Frequently Asked Questions
Q: What is a one-touch or no-touch option in simple terms? A one-touch pays a fixed cash amount if the underlying price touches a predefined barrier level at any point before expiration. A no-touch pays the same amount only if the barrier is never reached. Both pay nothing if the opposite condition occurs.
Q: How do one-touch and no-touch options affect investment decisions? They let traders take a view on whether a support or resistance level will hold. But because the payoff is binary and path-dependent, pricing depends heavily on the skew, making these options much more complex than their apparent simplicity suggests.
Q: What is a real-world example of a one-touch option? EURUSD at 1.0850. A one-touch paying $1 million if 1.10 is hit costs $220,000 (a 22% implied probability). EURUSD prints 1.1001 on a payrolls surprise, the touch triggers and the trader nets $780,000.
Q: How can investors avoid the most common one-touch mistake? Never price touch options using only ATM implied volatility. The fair premium is dominated by the wings of the vol smile.
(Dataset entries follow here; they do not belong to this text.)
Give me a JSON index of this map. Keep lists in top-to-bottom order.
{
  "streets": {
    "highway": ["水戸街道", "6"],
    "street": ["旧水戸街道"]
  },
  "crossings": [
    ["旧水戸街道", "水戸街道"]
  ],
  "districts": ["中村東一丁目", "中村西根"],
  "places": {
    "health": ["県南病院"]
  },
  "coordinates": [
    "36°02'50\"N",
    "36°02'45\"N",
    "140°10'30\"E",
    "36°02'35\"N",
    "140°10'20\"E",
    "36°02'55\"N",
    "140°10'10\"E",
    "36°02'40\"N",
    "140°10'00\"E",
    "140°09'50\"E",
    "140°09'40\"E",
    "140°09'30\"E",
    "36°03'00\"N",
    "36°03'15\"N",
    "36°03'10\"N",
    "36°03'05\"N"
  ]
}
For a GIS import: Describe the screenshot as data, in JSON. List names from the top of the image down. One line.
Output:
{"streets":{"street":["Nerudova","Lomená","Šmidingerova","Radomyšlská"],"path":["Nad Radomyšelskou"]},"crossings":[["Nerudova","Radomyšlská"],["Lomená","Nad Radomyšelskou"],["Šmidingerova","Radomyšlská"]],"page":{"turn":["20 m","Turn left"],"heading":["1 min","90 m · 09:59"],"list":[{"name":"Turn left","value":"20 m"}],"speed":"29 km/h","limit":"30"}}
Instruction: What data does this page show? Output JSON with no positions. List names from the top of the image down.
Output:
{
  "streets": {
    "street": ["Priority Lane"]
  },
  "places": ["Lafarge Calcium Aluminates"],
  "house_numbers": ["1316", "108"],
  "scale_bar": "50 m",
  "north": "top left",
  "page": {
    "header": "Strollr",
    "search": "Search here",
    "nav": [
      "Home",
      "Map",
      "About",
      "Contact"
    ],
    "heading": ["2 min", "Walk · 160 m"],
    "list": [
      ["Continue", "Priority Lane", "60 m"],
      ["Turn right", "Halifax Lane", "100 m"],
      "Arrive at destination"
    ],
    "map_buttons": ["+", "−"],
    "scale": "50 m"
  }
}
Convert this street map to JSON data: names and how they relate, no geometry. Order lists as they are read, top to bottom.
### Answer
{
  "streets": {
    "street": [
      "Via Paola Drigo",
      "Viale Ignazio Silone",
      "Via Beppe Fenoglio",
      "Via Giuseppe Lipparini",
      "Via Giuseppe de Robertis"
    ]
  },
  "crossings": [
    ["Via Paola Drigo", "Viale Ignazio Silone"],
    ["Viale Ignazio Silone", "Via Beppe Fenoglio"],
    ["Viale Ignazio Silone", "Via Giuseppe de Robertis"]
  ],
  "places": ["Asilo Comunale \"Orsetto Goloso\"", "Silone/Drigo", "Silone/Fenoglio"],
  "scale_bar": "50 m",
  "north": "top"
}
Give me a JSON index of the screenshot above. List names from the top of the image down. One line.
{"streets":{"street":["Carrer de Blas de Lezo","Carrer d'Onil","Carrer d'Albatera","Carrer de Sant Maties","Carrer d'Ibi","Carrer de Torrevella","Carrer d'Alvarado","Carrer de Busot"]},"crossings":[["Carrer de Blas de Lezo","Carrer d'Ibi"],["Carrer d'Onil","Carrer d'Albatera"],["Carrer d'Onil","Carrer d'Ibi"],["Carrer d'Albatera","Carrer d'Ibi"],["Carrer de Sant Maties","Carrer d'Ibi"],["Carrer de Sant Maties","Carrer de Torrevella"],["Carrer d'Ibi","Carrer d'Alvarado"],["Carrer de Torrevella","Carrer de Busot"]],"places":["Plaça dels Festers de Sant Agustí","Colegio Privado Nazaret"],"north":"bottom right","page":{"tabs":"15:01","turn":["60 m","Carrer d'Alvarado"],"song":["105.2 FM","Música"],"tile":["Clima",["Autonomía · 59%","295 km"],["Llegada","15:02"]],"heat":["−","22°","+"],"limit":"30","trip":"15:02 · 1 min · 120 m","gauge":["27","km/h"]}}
Small changes in the 25-delta risk reversal shift the touch probability by several percent, so always use a full calibrated surface.
Q: How is a one-touch different from a vanilla call option with the same strike? A vanilla call on the same strike pays based on where the underlying settles at expiration, regardless of intraday movements. A one-touch pays based on whether the barrier is touched at any moment during the life, regardless of where it settles. They express very different views on path versus terminal price.
Sources
- CFTC/SEC. Investor Alert: Binary Options and Fraud. https://www.cftc.gov/LearnAndProtect/AdvisoriesAndArticles/fraudadv_binaryoptions.html
- CFTC. Binary Options Fraud. https://www.cftc.gov/BinaryOptionsFraud/index.htm
- CFTC. Beware of Off-Exchange Binary Options Trades. https://www.cftc.gov/LearnAndProtect/AdvisoriesAndArticles/beware_of_off_exchange_binary_options.htm
- Jacobson, H. Almost Everything You Wanted To Know About FX Volatility Smile, Part I. https://volquant.medium.com/almost-everything-you-wanted-to-know-about-fx-volatility-smile-part-i-intro-to-the-fx-market-4a3ba8052e08
Disclaimer
This article is educational content only and is not financial advice. Nothing here is a recommendation to buy, sell, or hold any security. Consult a licensed advisor before making investment decisions.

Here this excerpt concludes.